WHAT THE EXERCISE ASKS =
Locate every line in the records below that holds the word "position" and return each one.

DATA IN THIS EXERCISE =

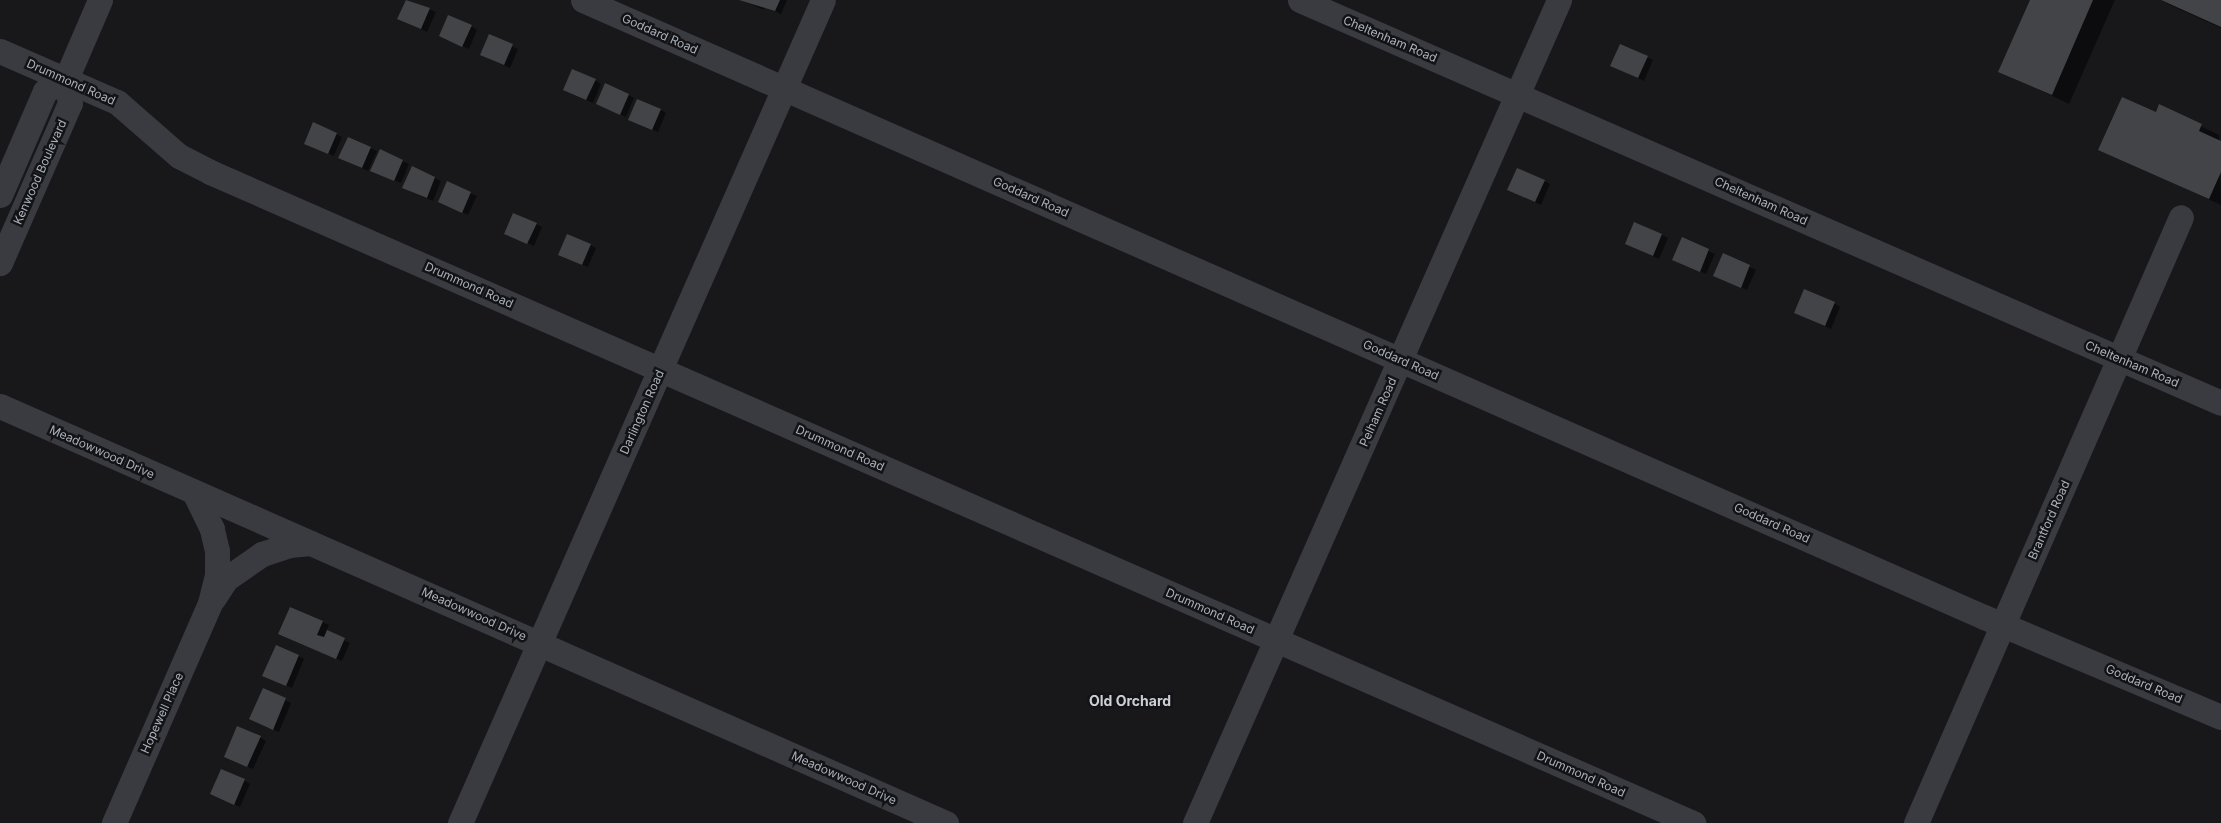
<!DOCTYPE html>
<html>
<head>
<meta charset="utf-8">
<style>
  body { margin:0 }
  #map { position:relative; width:2221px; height:823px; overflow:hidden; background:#18181b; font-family:Inter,sans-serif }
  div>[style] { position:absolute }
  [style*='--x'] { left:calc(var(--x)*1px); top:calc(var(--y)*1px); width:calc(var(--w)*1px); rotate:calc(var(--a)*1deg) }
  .shadow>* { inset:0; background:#0007 }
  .building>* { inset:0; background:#424448 }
  .minor>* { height:25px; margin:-12.5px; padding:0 12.5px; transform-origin:12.5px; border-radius:12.5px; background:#393b40 }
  span { translate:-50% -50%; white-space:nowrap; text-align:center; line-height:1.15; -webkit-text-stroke:5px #131316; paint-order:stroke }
  .street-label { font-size:12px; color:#aab1bb }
  .neighbourhood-label { font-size:14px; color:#cbcfd7; font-weight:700 }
</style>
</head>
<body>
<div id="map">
  <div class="shadow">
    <i style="clip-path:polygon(407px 0,436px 12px,427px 32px,399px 18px)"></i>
    <i style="clip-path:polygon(741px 0,787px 0,781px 14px,765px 6px,764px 10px)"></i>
    <i style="clip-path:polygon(2031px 0,2115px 0,2069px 104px,2000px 71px)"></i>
    <i style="clip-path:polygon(2161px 0,2221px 0,2221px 28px,2170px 5px)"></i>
    <i style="clip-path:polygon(471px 26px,477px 30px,469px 49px,446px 39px)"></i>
    <i style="clip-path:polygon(490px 36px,518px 49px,510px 68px,488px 58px)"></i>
    <i style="clip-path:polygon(1647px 57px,1653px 60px,1644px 81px,1618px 69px)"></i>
    <i style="clip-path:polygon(595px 80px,601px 84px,593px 103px,570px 93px)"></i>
    <i style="clip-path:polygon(628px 95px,634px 98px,626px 117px,604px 107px)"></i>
    <i style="clip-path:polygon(2159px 106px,2219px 135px,2221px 205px,2100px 149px,2156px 113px)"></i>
    <i style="clip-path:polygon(661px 110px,666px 113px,658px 132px,636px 122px)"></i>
    <i style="clip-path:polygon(336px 134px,342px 137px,334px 156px,311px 147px)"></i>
    <i style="clip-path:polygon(348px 138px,377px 151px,368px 171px,346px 161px)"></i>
    <i style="clip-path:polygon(380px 151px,409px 164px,401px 183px,378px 174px)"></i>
    <i style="clip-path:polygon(412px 168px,441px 181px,433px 201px,410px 191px)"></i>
    <i style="clip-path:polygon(1544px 181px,1550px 184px,1541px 205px,1515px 193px)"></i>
    <i style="clip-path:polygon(448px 183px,477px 196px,468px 215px,445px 205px)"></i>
    <i style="clip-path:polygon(536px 224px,542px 227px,534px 246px,511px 236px)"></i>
    <i style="clip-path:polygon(1662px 235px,1668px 238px,1659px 259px,1626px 244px)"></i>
    <i style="clip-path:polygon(1682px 239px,1715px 254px,1706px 274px,1679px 262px)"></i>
    <i style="clip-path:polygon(590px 245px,596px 248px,588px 267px,565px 258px)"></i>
    <i style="clip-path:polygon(1723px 255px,1756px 270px,1747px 290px,1720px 279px)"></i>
    <i style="clip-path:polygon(1834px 303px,1840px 307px,1831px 329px,1802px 316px)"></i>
    <i style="clip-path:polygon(291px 608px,329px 625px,326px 632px,350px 643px,342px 661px,286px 637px)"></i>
    <i style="clip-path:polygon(299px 656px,304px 659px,292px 688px,269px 678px)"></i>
    <i style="clip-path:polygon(263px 690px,291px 703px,279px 732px,256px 722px)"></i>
    <i style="clip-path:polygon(260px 737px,266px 741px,253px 769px,231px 760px)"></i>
    <i style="clip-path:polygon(244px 780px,250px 784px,240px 807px,217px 797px)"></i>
  </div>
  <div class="building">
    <i style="clip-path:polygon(406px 0,430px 8px,421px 29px,397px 19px)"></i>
    <i style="clip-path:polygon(739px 0,780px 0,775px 11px)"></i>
    <i style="clip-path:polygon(2030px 0,2093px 0,2052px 95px,1998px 72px)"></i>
    <i style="clip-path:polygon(2161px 0,2221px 0,2221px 27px)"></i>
    <i style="clip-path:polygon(448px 15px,472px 25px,462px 47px,439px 36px)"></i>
    <i style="clip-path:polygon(489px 34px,513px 44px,504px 65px,480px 55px)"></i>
    <i style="clip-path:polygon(1620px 44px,1648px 56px,1638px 78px,1610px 66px)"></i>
    <i style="clip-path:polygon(572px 69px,596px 79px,586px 100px,563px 90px)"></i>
    <i style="clip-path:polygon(605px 83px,629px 94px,620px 115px,596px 104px)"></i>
    <i style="clip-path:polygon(2122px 97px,2156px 112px,2159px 104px,2202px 124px,2199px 131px,2221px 141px,2221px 172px,2209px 199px,2098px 150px)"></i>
    <i style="clip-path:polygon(637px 99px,661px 109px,652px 130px,628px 120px)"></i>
    <i style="clip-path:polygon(313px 122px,337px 133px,328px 154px,304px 144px)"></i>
    <i style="clip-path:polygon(348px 137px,371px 147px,362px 168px,338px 158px)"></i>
    <i style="clip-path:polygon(380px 149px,403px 160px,394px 181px,370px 171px)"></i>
    <i style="clip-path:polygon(412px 166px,435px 177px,427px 198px,402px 188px)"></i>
    <i style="clip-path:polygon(1517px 168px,1545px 180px,1535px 202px,1507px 190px)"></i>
    <i style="clip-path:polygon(447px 181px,471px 192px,462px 213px,438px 202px)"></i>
    <i style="clip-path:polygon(513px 213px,537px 223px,527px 244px,504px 234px)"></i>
    <i style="clip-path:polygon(1634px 222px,1662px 234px,1653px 256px,1625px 244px)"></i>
    <i style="clip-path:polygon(567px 234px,591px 244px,582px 265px,558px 255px)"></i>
    <i style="clip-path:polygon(1682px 237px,1709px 249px,1700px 272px,1672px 260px)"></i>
    <i style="clip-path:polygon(1723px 253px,1750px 265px,1741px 288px,1713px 276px)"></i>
    <i style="clip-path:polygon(1804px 289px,1835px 302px,1825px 326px,1794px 313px)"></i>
    <i style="clip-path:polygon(290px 607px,323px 621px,317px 635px,324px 637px,327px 630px,345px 638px,336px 659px,278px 634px)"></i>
    <i style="clip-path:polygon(276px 645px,299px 655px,286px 686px,262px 676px)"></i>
    <i style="clip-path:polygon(263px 688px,286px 698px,273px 730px,249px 719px)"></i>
    <i style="clip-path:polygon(237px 726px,261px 736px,247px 767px,224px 757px)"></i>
    <i style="clip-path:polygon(221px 769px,245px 779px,234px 805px,210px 794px)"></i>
  </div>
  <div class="minor">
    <i style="--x:583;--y:0;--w:1531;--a:23.77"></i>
    <i style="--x:1984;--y:617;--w:257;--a:22.9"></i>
    <i style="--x:1300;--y:0;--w:1005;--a:23.63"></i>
    <i style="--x:0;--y:51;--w:128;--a:23.6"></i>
    <i style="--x:117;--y:102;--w:82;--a:41.1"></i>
    <i style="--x:179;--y:156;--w:35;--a:27"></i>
    <i style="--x:210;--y:172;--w:1620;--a:23.7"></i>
    <i style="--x:0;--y:195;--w:113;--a:-66.6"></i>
    <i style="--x:45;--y:91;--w:24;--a:-30"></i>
    <i style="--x:0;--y:263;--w:175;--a:-66.4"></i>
    <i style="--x:70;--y:103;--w:24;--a:-99"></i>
    <i style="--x:66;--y:79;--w:86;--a:-66.7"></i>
    <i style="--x:0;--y:406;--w:1034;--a:23.79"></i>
    <i style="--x:213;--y:599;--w:24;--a:-57"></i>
    <i style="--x:226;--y:579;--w:44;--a:-34.8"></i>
    <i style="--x:262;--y:554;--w:28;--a:-18"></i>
    <i style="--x:289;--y:545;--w:22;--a:-5"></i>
    <i style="--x:114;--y:823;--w:240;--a:-66.4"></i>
    <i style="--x:210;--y:603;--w:30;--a:-76"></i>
    <i style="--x:217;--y:574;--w:23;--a:-90"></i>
    <i style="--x:217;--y:551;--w:23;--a:-103"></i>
    <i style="--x:212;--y:529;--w:41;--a:-115.9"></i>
    <i style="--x:460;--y:823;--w:899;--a:-66.2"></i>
    <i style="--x:1195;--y:823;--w:900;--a:-66.14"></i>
    <i style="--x:1916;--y:823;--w:661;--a:-66.38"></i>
  </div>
  <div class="street-label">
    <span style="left:660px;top:34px;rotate:24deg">Goddard Road</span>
    <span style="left:1390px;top:39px;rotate:23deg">Cheltenham Road</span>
    <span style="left:71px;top:82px;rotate:24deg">Drummond Road</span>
    <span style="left:40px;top:172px;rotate:-66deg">Kenwood Boulevard</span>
    <span style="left:1031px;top:197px;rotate:24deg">Goddard Road</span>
    <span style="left:1761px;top:201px;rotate:24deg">Cheltenham Road</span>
    <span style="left:469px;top:285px;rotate:24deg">Drummond Road</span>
    <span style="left:1401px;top:360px;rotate:24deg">Goddard Road</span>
    <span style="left:2132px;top:364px;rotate:23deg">Cheltenham Road</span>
    <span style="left:642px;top:412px;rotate:-66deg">Darlington Road</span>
    <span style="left:1378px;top:412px;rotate:-66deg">Pelham Road</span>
    <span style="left:840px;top:448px;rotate:24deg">Drummond Road</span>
    <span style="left:102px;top:452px;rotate:24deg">Meadowwood Drive</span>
    <span style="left:2049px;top:520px;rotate:-66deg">Brantford Road</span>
    <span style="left:1772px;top:523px;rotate:24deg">Goddard Road</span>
    <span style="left:1210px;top:611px;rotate:24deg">Drummond Road</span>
    <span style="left:474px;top:614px;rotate:24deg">Meadowwood Drive</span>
    <span style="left:2144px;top:684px;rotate:23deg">Goddard Road</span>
    <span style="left:162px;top:713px;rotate:-66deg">Hopewell Place</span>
    <span style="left:1581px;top:774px;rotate:24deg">Drummond Road</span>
    <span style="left:844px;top:778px;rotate:24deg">Meadowwood Drive</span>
  </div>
  <div class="neighbourhood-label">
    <span style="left:1130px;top:701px">Old Orchard</span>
  </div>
</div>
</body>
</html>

PROBLEM SOLUTION =
  #map { position:relative; width:2221px; height:823px; overflow:hidden; background:#18181b; font-family:Inter,sans-serif }
  div>[style] { position:absolute }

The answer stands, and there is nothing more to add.